*** Opening of DATA ***

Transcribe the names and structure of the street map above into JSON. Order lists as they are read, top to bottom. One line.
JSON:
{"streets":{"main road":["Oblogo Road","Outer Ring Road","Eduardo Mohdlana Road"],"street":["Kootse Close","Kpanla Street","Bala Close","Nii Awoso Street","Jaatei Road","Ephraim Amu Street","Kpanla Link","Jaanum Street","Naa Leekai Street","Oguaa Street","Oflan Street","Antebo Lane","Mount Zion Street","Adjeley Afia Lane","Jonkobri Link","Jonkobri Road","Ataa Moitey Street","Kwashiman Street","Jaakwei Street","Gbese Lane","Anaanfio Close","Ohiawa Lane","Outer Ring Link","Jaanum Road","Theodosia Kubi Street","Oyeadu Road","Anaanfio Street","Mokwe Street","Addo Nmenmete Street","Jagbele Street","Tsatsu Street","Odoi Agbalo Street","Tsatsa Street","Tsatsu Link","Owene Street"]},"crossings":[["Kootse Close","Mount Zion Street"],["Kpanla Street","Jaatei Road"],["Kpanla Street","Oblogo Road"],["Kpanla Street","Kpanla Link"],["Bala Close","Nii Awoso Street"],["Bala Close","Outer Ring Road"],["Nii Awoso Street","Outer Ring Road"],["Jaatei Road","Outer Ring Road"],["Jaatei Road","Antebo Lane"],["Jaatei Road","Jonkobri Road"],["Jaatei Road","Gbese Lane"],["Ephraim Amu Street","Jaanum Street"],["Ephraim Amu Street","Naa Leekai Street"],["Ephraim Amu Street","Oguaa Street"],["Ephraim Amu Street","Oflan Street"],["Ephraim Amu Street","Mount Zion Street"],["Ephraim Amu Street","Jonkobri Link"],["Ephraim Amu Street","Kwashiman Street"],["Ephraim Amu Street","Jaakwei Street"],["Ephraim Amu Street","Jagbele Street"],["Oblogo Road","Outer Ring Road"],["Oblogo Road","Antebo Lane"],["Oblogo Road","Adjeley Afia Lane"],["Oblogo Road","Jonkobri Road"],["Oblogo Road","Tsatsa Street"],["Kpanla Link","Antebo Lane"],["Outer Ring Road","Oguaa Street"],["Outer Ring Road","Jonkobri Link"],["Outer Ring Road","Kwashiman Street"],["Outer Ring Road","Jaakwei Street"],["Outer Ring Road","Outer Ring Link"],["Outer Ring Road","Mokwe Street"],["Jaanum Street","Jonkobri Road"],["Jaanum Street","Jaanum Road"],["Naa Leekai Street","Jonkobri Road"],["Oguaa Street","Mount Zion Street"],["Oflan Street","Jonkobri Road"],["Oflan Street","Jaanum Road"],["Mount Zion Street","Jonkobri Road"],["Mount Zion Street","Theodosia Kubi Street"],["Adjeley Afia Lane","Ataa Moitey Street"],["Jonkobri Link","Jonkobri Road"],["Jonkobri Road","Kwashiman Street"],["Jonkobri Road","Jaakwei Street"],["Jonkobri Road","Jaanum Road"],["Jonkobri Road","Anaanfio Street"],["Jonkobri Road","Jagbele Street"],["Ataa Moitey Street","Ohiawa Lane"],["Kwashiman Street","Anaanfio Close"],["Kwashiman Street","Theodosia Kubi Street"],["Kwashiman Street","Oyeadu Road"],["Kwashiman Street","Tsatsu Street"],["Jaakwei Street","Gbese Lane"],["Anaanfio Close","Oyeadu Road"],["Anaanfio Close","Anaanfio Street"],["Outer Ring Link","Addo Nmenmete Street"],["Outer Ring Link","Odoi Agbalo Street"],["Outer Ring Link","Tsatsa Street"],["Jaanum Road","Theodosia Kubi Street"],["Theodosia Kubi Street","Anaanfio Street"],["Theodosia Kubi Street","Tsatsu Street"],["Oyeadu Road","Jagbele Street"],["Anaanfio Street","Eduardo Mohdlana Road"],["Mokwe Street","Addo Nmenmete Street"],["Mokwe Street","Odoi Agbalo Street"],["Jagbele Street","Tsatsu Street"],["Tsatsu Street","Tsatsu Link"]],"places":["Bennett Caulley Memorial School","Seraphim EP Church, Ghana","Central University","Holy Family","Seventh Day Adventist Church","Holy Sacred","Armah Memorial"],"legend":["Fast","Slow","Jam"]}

*** Close of DATA ***

*TASK BRIEF:* Reproduce the material above. Do not change a word.

*YOUR RESPONSE:*
Transcribe the names and structure of the street map above into JSON. Order lists as they are read, top to bottom. One line.
JSON:
{"streets":{"main road":["Oblogo Road","Outer Ring Road","Eduardo Mohdlana Road"],"street":["Kootse Close","Kpanla Street","Bala Close","Nii Awoso Street","Jaatei Road","Ephraim Amu Street","Kpanla Link","Jaanum Street","Naa Leekai Street","Oguaa Street","Oflan Street","Antebo Lane","Mount Zion Street","Adjeley Afia Lane","Jonkobri Link","Jonkobri Road","Ataa Moitey Street","Kwashiman Street","Jaakwei Street","Gbese Lane","Anaanfio Close","Ohiawa Lane","Outer Ring Link","Jaanum Road","Theodosia Kubi Street","Oyeadu Road","Anaanfio Street","Mokwe Street","Addo Nmenmete Street","Jagbele Street","Tsatsu Street","Odoi Agbalo Street","Tsatsa Street","Tsatsu Link","Owene Street"]},"crossings":[["Kootse Close","Mount Zion Street"],["Kpanla Street","Jaatei Road"],["Kpanla Street","Oblogo Road"],["Kpanla Street","Kpanla Link"],["Bala Close","Nii Awoso Street"],["Bala Close","Outer Ring Road"],["Nii Awoso Street","Outer Ring Road"],["Jaatei Road","Outer Ring Road"],["Jaatei Road","Antebo Lane"],["Jaatei Road","Jonkobri Road"],["Jaatei Road","Gbese Lane"],["Ephraim Amu Street","Jaanum Street"],["Ephraim Amu Street","Naa Leekai Street"],["Ephraim Amu Street","Oguaa Street"],["Ephraim Amu Street","Oflan Street"],["Ephraim Amu Street","Mount Zion Street"],["Ephraim Amu Street","Jonkobri Link"],["Ephraim Amu Street","Kwashiman Street"],["Ephraim Amu Street","Jaakwei Street"],["Ephraim Amu Street","Jagbele Street"],["Oblogo Road","Outer Ring Road"],["Oblogo Road","Antebo Lane"],["Oblogo Road","Adjeley Afia Lane"],["Oblogo Road","Jonkobri Road"],["Oblogo Road","Tsatsa Street"],["Kpanla Link","Antebo Lane"],["Outer Ring Road","Oguaa Street"],["Outer Ring Road","Jonkobri Link"],["Outer Ring Road","Kwashiman Street"],["Outer Ring Road","Jaakwei Street"],["Outer Ring Road","Outer Ring Link"],["Outer Ring Road","Mokwe Street"],["Jaanum Street","Jonkobri Road"],["Jaanum Street","Jaanum Road"],["Naa Leekai Street","Jonkobri Road"],["Oguaa Street","Mount Zion Street"],["Oflan Street","Jonkobri Road"],["Oflan Street","Jaanum Road"],["Mount Zion Street","Jonkobri Road"],["Mount Zion Street","Theodosia Kubi Street"],["Adjeley Afia Lane","Ataa Moitey Street"],["Jonkobri Link","Jonkobri Road"],["Jonkobri Road","Kwashiman Street"],["Jonkobri Road","Jaakwei Street"],["Jonkobri Road","Jaanum Road"],["Jonkobri Road","Anaanfio Street"],["Jonkobri Road","Jagbele Street"],["Ataa Moitey Street","Ohiawa Lane"],["Kwashiman Street","Anaanfio Close"],["Kwashiman Street","Theodosia Kubi Street"],["Kwashiman Street","Oyeadu Road"],["Kwashiman Street","Tsatsu Street"],["Jaakwei Street","Gbese Lane"],["Anaanfio Close","Oyeadu Road"],["Anaanfio Close","Anaanfio Street"],["Outer Ring Link","Addo Nmenmete Street"],["Outer Ring Link","Odoi Agbalo Street"],["Outer Ring Link","Tsatsa Street"],["Jaanum Road","Theodosia Kubi Street"],["Theodosia Kubi Street","Anaanfio Street"],["Theodosia Kubi Street","Tsatsu Street"],["Oyeadu Road","Jagbele Street"],["Anaanfio Street","Eduardo Mohdlana Road"],["Mokwe Street","Addo Nmenmete Street"],["Mokwe Street","Odoi Agbalo Street"],["Jagbele Street","Tsatsu Street"],["Tsatsu Street","Tsatsu Link"]],"places":["Bennett Caulley Memorial School","Seraphim EP Church, Ghana","Central University","Holy Family","Seventh Day Adventist Church","Holy Sacred","Armah Memorial"],"legend":["Fast","Slow","Jam"]}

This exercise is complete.